* **GOAL OF THE EXERCISE**
All records shown below should be given again, character for character.

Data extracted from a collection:
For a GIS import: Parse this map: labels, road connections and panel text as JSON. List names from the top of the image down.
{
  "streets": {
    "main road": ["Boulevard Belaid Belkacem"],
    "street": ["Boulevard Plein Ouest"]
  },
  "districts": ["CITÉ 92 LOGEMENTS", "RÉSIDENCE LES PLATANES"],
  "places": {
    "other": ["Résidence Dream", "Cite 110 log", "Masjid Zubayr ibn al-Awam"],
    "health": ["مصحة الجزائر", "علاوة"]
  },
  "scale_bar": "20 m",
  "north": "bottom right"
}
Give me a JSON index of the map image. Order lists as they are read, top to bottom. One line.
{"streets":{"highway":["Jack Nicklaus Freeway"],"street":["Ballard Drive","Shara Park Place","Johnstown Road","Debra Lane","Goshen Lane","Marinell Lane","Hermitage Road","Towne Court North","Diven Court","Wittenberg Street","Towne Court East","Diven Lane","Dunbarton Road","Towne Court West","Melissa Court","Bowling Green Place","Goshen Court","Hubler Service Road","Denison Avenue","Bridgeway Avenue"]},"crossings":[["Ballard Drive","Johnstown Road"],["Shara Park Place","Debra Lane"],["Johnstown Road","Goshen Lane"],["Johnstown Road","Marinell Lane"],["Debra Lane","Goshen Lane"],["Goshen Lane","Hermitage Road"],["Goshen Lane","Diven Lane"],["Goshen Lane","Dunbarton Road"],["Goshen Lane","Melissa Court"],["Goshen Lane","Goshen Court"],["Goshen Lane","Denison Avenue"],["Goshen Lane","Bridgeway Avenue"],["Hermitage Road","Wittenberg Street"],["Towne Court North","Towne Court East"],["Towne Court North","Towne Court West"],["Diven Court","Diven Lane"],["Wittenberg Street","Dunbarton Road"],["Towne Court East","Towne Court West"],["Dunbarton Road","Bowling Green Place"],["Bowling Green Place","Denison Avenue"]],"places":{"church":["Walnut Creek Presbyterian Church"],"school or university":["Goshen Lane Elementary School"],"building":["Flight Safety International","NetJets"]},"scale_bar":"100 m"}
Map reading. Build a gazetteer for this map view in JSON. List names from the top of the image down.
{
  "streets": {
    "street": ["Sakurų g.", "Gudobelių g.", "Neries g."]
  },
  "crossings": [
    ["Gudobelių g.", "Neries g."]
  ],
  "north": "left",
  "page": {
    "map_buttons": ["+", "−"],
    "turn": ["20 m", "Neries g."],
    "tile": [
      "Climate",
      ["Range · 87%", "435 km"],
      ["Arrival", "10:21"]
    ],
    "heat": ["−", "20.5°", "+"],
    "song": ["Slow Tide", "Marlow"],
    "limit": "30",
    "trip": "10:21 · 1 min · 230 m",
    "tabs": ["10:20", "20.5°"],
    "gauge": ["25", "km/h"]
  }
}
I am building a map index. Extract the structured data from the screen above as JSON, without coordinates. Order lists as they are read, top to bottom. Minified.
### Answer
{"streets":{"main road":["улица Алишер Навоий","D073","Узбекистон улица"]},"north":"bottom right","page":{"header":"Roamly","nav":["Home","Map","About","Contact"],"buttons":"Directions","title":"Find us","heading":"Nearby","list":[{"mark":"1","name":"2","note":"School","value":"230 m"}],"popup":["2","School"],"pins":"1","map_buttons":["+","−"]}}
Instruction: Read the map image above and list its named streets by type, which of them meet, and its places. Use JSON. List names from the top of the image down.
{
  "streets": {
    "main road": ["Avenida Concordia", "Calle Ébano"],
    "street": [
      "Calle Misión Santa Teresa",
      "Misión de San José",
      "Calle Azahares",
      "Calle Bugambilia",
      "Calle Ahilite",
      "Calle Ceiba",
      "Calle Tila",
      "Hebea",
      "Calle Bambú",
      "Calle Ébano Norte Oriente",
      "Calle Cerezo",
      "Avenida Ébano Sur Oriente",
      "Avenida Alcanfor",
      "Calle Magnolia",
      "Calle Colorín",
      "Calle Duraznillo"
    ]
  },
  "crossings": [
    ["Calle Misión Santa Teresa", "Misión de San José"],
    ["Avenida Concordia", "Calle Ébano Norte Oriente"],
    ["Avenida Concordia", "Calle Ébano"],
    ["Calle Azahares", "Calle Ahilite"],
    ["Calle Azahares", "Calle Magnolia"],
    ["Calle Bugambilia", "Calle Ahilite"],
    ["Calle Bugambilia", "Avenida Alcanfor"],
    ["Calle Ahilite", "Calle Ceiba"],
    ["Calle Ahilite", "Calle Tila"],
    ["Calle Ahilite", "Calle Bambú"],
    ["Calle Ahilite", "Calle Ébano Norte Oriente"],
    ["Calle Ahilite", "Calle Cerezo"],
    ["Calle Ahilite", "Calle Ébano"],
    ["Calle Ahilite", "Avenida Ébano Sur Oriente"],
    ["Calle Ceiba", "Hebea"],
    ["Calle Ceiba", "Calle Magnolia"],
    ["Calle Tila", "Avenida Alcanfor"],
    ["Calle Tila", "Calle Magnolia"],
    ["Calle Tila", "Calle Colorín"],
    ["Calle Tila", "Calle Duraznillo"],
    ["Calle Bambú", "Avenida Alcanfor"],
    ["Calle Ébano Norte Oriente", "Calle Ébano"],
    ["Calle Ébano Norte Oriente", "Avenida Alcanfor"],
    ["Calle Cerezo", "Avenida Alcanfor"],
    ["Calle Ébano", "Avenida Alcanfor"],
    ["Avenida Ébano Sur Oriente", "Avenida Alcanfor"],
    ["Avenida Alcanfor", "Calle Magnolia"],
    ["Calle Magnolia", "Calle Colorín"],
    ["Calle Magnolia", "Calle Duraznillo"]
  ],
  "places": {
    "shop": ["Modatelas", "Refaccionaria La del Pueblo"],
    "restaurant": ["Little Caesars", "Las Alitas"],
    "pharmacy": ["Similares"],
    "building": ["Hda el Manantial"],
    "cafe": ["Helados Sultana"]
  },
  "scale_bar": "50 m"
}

* **ANSWER**
For a GIS import: Parse this map: labels, road connections and panel text as JSON. List names from the top of the image down.
{
  "streets": {
    "main road": ["Boulevard Belaid Belkacem"],
    "street": ["Boulevard Plein Ouest"]
  },
  "districts": ["CITÉ 92 LOGEMENTS", "RÉSIDENCE LES PLATANES"],
  "places": {
    "other": ["Résidence Dream", "Cite 110 log", "Masjid Zubayr ibn al-Awam"],
    "health": ["مصحة الجزائر", "علاوة"]
  },
  "scale_bar": "20 m",
  "north": "bottom right"
}
Give me a JSON index of the map image. Order lists as they are read, top to bottom. One line.
{"streets":{"highway":["Jack Nicklaus Freeway"],"street":["Ballard Drive","Shara Park Place","Johnstown Road","Debra Lane","Goshen Lane","Marinell Lane","Hermitage Road","Towne Court North","Diven Court","Wittenberg Street","Towne Court East","Diven Lane","Dunbarton Road","Towne Court West","Melissa Court","Bowling Green Place","Goshen Court","Hubler Service Road","Denison Avenue","Bridgeway Avenue"]},"crossings":[["Ballard Drive","Johnstown Road"],["Shara Park Place","Debra Lane"],["Johnstown Road","Goshen Lane"],["Johnstown Road","Marinell Lane"],["Debra Lane","Goshen Lane"],["Goshen Lane","Hermitage Road"],["Goshen Lane","Diven Lane"],["Goshen Lane","Dunbarton Road"],["Goshen Lane","Melissa Court"],["Goshen Lane","Goshen Court"],["Goshen Lane","Denison Avenue"],["Goshen Lane","Bridgeway Avenue"],["Hermitage Road","Wittenberg Street"],["Towne Court North","Towne Court East"],["Towne Court North","Towne Court West"],["Diven Court","Diven Lane"],["Wittenberg Street","Dunbarton Road"],["Towne Court East","Towne Court West"],["Dunbarton Road","Bowling Green Place"],["Bowling Green Place","Denison Avenue"]],"places":{"church":["Walnut Creek Presbyterian Church"],"school or university":["Goshen Lane Elementary School"],"building":["Flight Safety International","NetJets"]},"scale_bar":"100 m"}
Map reading. Build a gazetteer for this map view in JSON. List names from the top of the image down.
{
  "streets": {
    "street": ["Sakurų g.", "Gudobelių g.", "Neries g."]
  },
  "crossings": [
    ["Gudobelių g.", "Neries g."]
  ],
  "north": "left",
  "page": {
    "map_buttons": ["+", "−"],
    "turn": ["20 m", "Neries g."],
    "tile": [
      "Climate",
      ["Range · 87%", "435 km"],
      ["Arrival", "10:21"]
    ],
    "heat": ["−", "20.5°", "+"],
    "song": ["Slow Tide", "Marlow"],
    "limit": "30",
    "trip": "10:21 · 1 min · 230 m",
    "tabs": ["10:20", "20.5°"],
    "gauge": ["25", "km/h"]
  }
}
I am building a map index. Extract the structured data from the screen above as JSON, without coordinates. Order lists as they are read, top to bottom. Minified.
### Answer
{"streets":{"main road":["улица Алишер Навоий","D073","Узбекистон улица"]},"north":"bottom right","page":{"header":"Roamly","nav":["Home","Map","About","Contact"],"buttons":"Directions","title":"Find us","heading":"Nearby","list":[{"mark":"1","name":"2","note":"School","value":"230 m"}],"popup":["2","School"],"pins":"1","map_buttons":["+","−"]}}
Instruction: Read the map image above and list its named streets by type, which of them meet, and its places. Use JSON. List names from the top of the image down.
{
  "streets": {
    "main road": ["Avenida Concordia", "Calle Ébano"],
    "street": [
      "Calle Misión Santa Teresa",
      "Misión de San José",
      "Calle Azahares",
      "Calle Bugambilia",
      "Calle Ahilite",
      "Calle Ceiba",
      "Calle Tila",
      "Hebea",
      "Calle Bambú",
      "Calle Ébano Norte Oriente",
      "Calle Cerezo",
      "Avenida Ébano Sur Oriente",
      "Avenida Alcanfor",
      "Calle Magnolia",
      "Calle Colorín",
      "Calle Duraznillo"
    ]
  },
  "crossings": [
    ["Calle Misión Santa Teresa", "Misión de San José"],
    ["Avenida Concordia", "Calle Ébano Norte Oriente"],
    ["Avenida Concordia", "Calle Ébano"],
    ["Calle Azahares", "Calle Ahilite"],
    ["Calle Azahares", "Calle Magnolia"],
    ["Calle Bugambilia", "Calle Ahilite"],
    ["Calle Bugambilia", "Avenida Alcanfor"],
    ["Calle Ahilite", "Calle Ceiba"],
    ["Calle Ahilite", "Calle Tila"],
    ["Calle Ahilite", "Calle Bambú"],
    ["Calle Ahilite", "Calle Ébano Norte Oriente"],
    ["Calle Ahilite", "Calle Cerezo"],
    ["Calle Ahilite", "Calle Ébano"],
    ["Calle Ahilite", "Avenida Ébano Sur Oriente"],
    ["Calle Ceiba", "Hebea"],
    ["Calle Ceiba", "Calle Magnolia"],
    ["Calle Tila", "Avenida Alcanfor"],
    ["Calle Tila", "Calle Magnolia"],
    ["Calle Tila", "Calle Colorín"],
    ["Calle Tila", "Calle Duraznillo"],
    ["Calle Bambú", "Avenida Alcanfor"],
    ["Calle Ébano Norte Oriente", "Calle Ébano"],
    ["Calle Ébano Norte Oriente", "Avenida Alcanfor"],
    ["Calle Cerezo", "Avenida Alcanfor"],
    ["Calle Ébano", "Avenida Alcanfor"],
    ["Avenida Ébano Sur Oriente", "Avenida Alcanfor"],
    ["Avenida Alcanfor", "Calle Magnolia"],
    ["Calle Magnolia", "Calle Colorín"],
    ["Calle Magnolia", "Calle Duraznillo"]
  ],
  "places": {
    "shop": ["Modatelas", "Refaccionaria La del Pueblo"],
    "restaurant": ["Little Caesars", "Las Alitas"],
    "pharmacy": ["Similares"],
    "building": ["Hda el Manantial"],
    "cafe": ["Helados Sultana"]
  },
  "scale_bar": "50 m"
}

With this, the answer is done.